I work with nurses who chart by exception and wonder how they'd ever do if something happened down the track. I was reminded of this several years ago, when a patient complaint had me called into my then-manager's office - the patient'd had a renal transplant and made three allegations: that I hadn't done her CVC dressing, and hadn't given her pain relief before dressing the surgical wound.

Fortunately I'd documented in my notes about why I didn't do the CVC dressing (clean, dry, dressed in dialysis during bridging haemo, significantly immunosuppressed), and noted that the prescribed analgesia appeared to have limited effectiveness despite being administered half an hour prior to the dressing change, and that I contacted the resident to review (followed by a medical entry explaining why they increased the dose).

My NUM wasn't close to being my biggest fan, but that was the end of the complaint.

Specializes in pediatrics, public health.

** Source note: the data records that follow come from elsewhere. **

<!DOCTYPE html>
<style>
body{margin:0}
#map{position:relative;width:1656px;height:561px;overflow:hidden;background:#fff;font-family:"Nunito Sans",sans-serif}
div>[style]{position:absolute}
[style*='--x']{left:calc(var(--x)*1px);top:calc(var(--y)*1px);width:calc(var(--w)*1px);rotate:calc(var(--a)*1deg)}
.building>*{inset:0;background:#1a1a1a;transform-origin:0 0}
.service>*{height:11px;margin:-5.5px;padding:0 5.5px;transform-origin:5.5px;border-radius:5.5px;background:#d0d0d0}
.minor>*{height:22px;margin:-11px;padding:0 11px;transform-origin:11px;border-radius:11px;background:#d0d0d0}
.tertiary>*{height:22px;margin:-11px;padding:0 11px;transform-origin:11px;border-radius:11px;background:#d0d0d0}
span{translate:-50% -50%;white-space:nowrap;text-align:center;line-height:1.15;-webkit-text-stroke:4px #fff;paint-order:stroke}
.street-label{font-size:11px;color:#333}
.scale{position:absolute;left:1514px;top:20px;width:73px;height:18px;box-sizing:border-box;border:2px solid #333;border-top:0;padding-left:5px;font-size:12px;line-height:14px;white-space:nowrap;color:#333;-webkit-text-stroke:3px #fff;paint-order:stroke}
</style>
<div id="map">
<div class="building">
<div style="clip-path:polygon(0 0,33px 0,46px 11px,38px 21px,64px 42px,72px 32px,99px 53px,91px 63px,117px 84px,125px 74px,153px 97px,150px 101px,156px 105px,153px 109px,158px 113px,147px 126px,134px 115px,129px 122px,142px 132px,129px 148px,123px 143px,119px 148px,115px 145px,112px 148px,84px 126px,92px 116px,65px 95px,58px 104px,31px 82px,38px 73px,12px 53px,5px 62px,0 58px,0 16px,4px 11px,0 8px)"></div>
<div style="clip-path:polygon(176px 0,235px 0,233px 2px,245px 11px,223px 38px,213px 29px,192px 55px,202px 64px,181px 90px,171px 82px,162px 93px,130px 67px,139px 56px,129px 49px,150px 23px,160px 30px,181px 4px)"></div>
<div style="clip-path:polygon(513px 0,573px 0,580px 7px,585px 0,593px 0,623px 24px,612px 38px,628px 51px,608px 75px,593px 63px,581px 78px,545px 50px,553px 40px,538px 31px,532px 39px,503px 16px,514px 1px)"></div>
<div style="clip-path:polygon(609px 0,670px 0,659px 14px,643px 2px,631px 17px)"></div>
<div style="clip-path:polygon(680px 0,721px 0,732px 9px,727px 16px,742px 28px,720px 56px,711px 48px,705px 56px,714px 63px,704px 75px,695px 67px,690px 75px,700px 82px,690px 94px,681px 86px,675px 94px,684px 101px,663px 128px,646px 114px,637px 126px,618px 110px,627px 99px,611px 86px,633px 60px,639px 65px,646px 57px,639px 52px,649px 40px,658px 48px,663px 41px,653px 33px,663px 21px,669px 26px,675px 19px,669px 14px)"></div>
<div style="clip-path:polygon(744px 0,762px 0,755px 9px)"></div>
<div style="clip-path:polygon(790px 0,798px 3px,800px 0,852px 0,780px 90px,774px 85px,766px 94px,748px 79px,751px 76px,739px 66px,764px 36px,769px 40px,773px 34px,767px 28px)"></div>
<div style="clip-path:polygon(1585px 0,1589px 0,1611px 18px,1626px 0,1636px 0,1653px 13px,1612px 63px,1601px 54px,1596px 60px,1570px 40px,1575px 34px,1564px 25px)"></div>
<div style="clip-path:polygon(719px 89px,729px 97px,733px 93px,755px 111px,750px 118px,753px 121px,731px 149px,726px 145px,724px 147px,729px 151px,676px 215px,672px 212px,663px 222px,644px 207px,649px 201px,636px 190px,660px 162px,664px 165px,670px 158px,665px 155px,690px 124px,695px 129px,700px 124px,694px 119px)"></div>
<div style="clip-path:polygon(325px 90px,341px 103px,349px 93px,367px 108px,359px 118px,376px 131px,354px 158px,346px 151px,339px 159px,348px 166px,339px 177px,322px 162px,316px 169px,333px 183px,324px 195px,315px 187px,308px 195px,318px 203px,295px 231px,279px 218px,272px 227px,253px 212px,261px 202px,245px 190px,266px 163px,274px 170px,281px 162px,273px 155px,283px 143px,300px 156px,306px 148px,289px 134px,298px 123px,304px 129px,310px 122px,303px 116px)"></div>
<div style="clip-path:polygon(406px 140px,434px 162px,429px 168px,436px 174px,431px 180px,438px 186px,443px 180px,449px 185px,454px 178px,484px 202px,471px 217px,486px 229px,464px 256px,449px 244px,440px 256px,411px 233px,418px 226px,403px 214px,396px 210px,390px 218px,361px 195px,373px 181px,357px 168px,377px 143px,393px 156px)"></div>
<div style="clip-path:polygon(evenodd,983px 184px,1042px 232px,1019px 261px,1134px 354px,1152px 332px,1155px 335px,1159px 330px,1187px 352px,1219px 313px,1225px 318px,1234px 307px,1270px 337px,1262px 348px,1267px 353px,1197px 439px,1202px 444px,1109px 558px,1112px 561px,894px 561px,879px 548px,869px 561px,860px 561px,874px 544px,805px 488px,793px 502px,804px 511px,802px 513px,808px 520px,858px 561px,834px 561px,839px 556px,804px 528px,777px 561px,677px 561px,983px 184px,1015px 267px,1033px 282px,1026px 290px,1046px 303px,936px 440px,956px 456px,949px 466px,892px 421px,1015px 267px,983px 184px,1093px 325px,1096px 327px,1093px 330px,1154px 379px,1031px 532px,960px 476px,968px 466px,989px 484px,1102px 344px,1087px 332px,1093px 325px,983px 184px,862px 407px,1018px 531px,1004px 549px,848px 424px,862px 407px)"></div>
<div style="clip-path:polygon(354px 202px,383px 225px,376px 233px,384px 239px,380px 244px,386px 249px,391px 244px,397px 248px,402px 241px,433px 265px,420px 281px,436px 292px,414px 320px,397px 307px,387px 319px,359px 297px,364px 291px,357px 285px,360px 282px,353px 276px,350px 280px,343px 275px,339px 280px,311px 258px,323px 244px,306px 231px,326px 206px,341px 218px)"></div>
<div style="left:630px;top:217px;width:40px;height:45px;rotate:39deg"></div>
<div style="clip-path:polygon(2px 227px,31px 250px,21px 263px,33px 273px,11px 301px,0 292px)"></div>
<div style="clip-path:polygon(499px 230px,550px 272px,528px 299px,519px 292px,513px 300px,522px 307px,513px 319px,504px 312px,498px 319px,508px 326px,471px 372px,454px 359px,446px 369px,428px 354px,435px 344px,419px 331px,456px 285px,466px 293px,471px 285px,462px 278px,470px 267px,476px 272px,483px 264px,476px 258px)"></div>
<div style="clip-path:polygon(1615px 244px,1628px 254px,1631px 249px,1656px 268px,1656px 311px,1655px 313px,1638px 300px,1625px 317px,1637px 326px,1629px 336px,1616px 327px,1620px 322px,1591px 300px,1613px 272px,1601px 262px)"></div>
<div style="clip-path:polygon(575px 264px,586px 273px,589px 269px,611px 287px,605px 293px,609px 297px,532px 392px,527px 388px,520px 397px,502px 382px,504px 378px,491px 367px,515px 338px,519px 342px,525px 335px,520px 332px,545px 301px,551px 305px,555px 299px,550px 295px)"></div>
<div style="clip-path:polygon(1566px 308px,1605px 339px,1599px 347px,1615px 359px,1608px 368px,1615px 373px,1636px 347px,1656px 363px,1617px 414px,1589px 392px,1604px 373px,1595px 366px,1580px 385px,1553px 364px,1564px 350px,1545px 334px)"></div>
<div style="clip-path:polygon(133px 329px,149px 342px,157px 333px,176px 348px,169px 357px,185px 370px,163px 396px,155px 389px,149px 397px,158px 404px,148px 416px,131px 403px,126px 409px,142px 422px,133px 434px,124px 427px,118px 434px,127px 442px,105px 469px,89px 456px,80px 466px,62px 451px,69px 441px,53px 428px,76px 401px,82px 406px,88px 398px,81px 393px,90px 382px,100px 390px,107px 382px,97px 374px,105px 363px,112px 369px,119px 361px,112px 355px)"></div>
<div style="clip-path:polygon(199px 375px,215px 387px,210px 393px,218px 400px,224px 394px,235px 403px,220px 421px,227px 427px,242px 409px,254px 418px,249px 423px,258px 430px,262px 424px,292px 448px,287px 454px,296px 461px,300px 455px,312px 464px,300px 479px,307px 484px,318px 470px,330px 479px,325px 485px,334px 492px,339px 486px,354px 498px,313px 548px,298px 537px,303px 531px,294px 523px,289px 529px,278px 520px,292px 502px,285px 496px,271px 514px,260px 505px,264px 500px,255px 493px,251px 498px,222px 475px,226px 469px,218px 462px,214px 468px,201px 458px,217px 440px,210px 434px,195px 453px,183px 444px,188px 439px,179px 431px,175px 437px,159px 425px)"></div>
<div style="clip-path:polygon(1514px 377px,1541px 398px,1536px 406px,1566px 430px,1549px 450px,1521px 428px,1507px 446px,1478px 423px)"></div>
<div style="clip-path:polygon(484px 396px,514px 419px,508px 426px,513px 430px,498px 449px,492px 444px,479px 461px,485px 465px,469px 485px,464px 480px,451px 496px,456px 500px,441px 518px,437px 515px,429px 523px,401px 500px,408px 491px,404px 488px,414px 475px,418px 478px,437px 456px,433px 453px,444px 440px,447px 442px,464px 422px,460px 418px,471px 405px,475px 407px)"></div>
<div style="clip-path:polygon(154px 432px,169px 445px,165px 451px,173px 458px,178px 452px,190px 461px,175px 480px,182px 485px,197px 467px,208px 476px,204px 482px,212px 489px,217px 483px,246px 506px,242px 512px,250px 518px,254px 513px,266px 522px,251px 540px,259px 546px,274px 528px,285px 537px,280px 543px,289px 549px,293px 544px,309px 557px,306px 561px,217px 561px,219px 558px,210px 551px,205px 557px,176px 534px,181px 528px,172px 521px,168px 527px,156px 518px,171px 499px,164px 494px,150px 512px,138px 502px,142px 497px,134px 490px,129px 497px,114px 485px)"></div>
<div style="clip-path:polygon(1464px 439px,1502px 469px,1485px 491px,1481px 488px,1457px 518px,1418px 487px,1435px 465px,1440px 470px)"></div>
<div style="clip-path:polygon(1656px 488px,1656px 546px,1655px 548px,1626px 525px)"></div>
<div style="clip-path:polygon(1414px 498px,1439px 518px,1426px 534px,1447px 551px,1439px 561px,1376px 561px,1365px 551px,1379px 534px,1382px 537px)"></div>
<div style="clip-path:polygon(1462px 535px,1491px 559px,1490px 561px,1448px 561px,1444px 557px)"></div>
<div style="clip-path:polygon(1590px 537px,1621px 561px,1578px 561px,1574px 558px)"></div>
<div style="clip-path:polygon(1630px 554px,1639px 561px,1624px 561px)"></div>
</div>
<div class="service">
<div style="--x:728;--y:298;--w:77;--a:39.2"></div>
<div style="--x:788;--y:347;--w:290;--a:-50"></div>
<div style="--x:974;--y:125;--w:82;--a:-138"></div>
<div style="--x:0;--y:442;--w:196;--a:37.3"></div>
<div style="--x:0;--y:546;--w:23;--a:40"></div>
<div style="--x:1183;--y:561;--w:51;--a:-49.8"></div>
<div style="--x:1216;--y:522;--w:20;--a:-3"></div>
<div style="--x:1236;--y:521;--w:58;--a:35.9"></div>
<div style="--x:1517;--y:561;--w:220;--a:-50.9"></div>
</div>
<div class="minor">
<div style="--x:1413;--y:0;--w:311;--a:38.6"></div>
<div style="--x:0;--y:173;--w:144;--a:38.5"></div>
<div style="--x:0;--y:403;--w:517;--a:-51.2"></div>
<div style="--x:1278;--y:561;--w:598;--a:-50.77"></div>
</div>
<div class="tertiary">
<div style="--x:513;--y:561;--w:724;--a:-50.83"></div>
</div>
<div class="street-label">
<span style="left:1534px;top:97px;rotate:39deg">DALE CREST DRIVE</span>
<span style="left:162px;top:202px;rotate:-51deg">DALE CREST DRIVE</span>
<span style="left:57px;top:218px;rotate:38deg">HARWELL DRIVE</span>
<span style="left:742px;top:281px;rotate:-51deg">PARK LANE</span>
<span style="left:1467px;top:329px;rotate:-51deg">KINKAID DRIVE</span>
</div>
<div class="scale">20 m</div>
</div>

The parents of one of my patients sued the hospital I worked at and, among other things, claimed they hadn't been taught certain things they needed to know in order to take care of their medically fragile child at home. My NM told me she was very glad when she saw that I was the one that had done the teaching, because she knew that all of the teaching I had done with them would be well documented -- and it was, showing that we had in fact taught them all of the things they claimed we hadn't taught them.

Kind of ironic, since my NM had also complained to me at times that my notes were too long!